(Stored data entries)
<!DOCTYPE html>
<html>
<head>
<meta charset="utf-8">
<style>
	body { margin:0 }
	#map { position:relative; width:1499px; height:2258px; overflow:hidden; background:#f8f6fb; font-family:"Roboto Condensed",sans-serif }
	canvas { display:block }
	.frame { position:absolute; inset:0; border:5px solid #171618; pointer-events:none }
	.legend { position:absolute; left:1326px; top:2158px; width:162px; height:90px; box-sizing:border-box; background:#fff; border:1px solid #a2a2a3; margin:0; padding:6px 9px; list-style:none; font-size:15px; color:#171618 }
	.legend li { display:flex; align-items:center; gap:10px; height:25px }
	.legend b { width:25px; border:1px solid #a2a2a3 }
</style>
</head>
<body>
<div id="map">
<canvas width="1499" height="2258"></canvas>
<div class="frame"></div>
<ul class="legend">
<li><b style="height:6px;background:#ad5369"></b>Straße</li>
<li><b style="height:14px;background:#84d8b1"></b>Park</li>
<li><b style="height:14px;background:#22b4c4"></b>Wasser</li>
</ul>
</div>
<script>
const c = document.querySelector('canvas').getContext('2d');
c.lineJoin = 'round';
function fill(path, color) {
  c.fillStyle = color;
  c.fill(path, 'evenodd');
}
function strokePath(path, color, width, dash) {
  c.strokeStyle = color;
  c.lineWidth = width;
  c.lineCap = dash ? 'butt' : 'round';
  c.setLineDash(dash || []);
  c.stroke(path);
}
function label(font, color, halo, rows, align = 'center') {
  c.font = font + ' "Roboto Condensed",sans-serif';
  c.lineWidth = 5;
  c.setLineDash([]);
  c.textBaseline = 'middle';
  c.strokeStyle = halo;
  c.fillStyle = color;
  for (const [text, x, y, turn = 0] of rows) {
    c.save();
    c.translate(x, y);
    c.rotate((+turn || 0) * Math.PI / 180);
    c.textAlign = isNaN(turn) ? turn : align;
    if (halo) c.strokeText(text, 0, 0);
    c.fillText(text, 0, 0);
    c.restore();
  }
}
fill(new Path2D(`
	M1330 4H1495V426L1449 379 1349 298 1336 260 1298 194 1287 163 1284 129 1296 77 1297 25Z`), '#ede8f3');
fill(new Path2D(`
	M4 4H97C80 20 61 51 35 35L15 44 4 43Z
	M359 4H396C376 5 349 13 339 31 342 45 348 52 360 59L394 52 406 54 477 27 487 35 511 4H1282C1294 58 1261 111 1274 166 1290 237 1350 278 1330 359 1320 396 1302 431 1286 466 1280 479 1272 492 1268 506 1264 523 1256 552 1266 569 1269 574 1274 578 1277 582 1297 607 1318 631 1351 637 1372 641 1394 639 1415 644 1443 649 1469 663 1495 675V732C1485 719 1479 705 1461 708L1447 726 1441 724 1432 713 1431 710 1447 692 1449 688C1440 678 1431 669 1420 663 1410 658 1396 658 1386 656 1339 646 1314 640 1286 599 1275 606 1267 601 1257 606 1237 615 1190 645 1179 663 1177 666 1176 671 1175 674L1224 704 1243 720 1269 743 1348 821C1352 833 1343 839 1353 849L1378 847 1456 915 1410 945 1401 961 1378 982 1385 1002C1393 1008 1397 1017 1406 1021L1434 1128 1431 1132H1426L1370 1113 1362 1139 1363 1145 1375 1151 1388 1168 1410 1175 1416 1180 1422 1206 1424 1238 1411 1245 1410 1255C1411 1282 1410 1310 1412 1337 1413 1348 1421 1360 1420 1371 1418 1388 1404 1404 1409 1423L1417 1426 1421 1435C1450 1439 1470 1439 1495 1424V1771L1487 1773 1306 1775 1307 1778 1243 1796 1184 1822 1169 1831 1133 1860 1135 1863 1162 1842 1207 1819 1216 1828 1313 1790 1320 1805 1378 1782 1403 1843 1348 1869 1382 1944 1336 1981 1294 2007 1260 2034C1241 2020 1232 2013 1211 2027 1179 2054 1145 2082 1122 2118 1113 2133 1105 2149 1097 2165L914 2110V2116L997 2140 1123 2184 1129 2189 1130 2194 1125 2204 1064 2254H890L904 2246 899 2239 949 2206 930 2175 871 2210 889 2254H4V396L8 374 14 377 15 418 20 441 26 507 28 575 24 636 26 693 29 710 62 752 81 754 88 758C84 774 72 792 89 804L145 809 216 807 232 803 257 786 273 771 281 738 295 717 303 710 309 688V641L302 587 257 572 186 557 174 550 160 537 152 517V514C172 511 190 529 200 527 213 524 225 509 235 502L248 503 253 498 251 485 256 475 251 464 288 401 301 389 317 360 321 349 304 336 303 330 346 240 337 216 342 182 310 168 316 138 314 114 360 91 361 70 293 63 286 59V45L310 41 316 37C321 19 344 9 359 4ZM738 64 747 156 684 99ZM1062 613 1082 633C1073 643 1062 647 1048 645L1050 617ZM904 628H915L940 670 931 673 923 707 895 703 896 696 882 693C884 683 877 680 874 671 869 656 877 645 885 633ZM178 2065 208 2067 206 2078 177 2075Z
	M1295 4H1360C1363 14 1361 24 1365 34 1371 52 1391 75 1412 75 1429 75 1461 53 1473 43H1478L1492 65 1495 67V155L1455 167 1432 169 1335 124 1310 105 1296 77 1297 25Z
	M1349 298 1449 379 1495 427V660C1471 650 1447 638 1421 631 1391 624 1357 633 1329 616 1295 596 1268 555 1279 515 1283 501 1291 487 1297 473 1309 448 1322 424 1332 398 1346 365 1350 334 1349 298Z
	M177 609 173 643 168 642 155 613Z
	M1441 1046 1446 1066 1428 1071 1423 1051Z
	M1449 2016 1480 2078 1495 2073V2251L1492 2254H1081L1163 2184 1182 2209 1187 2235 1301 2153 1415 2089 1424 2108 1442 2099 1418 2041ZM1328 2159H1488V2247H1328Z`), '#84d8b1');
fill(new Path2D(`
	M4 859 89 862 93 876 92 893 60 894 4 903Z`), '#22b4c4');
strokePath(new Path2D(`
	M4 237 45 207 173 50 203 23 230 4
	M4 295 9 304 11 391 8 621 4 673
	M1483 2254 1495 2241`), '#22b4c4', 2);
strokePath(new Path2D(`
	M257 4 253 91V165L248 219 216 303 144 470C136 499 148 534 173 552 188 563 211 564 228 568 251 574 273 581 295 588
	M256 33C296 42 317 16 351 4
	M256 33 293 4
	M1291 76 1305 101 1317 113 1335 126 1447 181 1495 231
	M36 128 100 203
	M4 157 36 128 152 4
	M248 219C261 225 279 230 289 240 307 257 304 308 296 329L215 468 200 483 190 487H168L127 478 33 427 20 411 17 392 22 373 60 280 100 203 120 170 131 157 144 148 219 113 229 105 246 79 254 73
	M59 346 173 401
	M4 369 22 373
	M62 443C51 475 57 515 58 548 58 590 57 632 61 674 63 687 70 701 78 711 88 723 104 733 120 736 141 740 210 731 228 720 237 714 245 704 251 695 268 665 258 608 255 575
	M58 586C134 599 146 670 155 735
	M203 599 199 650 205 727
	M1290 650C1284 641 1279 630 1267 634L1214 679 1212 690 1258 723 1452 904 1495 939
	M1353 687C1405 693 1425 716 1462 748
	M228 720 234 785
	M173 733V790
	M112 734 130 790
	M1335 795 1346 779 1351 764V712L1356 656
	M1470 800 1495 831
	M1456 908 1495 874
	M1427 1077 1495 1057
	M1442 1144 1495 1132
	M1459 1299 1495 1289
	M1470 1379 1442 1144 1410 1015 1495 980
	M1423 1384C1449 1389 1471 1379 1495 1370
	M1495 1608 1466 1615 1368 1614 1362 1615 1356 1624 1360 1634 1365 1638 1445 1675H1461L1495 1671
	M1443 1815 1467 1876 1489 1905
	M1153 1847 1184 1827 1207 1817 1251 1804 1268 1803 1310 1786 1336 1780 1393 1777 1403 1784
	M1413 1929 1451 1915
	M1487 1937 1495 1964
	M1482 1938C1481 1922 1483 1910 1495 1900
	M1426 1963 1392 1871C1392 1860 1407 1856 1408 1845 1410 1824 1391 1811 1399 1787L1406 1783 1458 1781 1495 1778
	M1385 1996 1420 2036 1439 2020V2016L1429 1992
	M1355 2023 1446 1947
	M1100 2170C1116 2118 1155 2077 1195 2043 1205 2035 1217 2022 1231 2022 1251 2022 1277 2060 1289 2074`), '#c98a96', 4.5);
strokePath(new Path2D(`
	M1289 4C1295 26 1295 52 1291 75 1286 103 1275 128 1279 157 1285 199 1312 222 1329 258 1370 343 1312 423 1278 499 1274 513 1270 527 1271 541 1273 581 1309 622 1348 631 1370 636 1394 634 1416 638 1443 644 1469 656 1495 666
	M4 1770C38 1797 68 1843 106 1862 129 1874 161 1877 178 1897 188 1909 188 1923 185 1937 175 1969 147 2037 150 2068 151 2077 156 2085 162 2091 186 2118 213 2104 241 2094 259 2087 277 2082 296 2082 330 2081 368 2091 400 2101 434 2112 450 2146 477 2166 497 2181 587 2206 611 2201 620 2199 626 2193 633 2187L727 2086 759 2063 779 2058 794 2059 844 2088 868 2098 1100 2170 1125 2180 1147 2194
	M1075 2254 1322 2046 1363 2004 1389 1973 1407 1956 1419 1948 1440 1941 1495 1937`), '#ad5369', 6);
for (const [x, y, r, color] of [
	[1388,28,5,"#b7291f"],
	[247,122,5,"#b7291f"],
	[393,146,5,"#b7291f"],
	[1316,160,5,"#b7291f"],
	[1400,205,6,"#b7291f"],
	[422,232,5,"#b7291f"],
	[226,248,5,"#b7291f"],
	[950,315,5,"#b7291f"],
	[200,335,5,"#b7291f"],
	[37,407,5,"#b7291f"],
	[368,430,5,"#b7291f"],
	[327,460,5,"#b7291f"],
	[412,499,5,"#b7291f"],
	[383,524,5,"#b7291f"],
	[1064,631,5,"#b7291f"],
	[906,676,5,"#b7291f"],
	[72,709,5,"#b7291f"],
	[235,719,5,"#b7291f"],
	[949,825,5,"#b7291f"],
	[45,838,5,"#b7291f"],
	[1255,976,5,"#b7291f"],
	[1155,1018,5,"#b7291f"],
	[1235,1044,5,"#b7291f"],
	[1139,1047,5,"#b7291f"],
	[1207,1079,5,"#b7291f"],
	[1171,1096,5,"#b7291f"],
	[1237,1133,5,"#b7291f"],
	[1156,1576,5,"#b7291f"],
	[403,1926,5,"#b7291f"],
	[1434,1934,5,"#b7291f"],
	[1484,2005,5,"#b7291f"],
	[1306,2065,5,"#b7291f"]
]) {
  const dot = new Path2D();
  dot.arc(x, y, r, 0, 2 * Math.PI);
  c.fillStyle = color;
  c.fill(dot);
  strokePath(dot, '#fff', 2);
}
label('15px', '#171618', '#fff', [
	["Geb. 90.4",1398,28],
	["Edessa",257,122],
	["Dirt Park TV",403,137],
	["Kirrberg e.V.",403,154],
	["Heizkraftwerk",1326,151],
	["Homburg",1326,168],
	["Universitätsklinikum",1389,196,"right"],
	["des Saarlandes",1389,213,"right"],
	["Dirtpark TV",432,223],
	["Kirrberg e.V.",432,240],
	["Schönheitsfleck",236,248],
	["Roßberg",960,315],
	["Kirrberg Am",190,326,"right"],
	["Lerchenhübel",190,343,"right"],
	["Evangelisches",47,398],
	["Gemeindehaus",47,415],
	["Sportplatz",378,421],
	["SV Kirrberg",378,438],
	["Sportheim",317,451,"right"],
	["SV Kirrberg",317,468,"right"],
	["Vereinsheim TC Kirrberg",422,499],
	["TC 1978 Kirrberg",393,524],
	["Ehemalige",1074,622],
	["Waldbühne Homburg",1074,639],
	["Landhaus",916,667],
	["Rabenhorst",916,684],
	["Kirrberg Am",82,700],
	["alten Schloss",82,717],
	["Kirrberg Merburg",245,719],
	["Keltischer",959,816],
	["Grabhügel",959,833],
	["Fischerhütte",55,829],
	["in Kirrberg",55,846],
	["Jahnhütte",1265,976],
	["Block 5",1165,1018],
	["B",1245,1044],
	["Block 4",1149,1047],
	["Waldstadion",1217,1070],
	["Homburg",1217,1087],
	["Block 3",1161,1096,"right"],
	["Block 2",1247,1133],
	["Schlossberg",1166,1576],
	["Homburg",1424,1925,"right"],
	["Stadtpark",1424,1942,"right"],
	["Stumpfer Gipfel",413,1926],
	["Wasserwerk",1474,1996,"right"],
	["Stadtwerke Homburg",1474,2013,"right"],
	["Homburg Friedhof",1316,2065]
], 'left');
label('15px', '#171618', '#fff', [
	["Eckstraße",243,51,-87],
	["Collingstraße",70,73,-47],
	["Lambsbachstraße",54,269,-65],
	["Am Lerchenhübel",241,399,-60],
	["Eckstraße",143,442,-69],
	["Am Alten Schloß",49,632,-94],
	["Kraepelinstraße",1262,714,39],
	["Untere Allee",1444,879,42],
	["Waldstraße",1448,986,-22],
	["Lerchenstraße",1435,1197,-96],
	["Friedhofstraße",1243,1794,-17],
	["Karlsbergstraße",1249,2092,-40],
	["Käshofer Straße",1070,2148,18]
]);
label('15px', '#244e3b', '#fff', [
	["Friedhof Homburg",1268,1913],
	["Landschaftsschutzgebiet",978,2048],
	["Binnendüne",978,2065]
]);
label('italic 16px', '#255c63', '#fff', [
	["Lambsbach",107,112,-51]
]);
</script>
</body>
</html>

INSTRUCTIONS TO FOLLOW: Lines from the beginning of the data above through the line containing "if (halo) c.strokeText(text, 0, 0);" are to be returned exactly, and no others.

ANSWER SPACE:
<!DOCTYPE html>
<html>
<head>
<meta charset="utf-8">
<style>
	body { margin:0 }
	#map { position:relative; width:1499px; height:2258px; overflow:hidden; background:#f8f6fb; font-family:"Roboto Condensed",sans-serif }
	canvas { display:block }
	.frame { position:absolute; inset:0; border:5px solid #171618; pointer-events:none }
	.legend { position:absolute; left:1326px; top:2158px; width:162px; height:90px; box-sizing:border-box; background:#fff; border:1px solid #a2a2a3; margin:0; padding:6px 9px; list-style:none; font-size:15px; color:#171618 }
	.legend li { display:flex; align-items:center; gap:10px; height:25px }
	.legend b { width:25px; border:1px solid #a2a2a3 }
</style>
</head>
<body>
<div id="map">
<canvas width="1499" height="2258"></canvas>
<div class="frame"></div>
<ul class="legend">
<li><b style="height:6px;background:#ad5369"></b>Straße</li>
<li><b style="height:14px;background:#84d8b1"></b>Park</li>
<li><b style="height:14px;background:#22b4c4"></b>Wasser</li>
</ul>
</div>
<script>
const c = document.querySelector('canvas').getContext('2d');
c.lineJoin = 'round';
function fill(path, color) {
  c.fillStyle = color;
  c.fill(path, 'evenodd');
}
function strokePath(path, color, width, dash) {
  c.strokeStyle = color;
  c.lineWidth = width;
  c.lineCap = dash ? 'butt' : 'round';
  c.setLineDash(dash || []);
  c.stroke(path);
}
function label(font, color, halo, rows, align = 'center') {
  c.font = font + ' "Roboto Condensed",sans-serif';
  c.lineWidth = 5;
  c.setLineDash([]);
  c.textBaseline = 'middle';
  c.strokeStyle = halo;
  c.fillStyle = color;
  for (const [text, x, y, turn = 0] of rows) {
    c.save();
    c.translate(x, y);
    c.rotate((+turn || 0) * Math.PI / 180);
    c.textAlign = isNaN(turn) ? turn : align;
    if (halo) c.strokeText(text, 0, 0);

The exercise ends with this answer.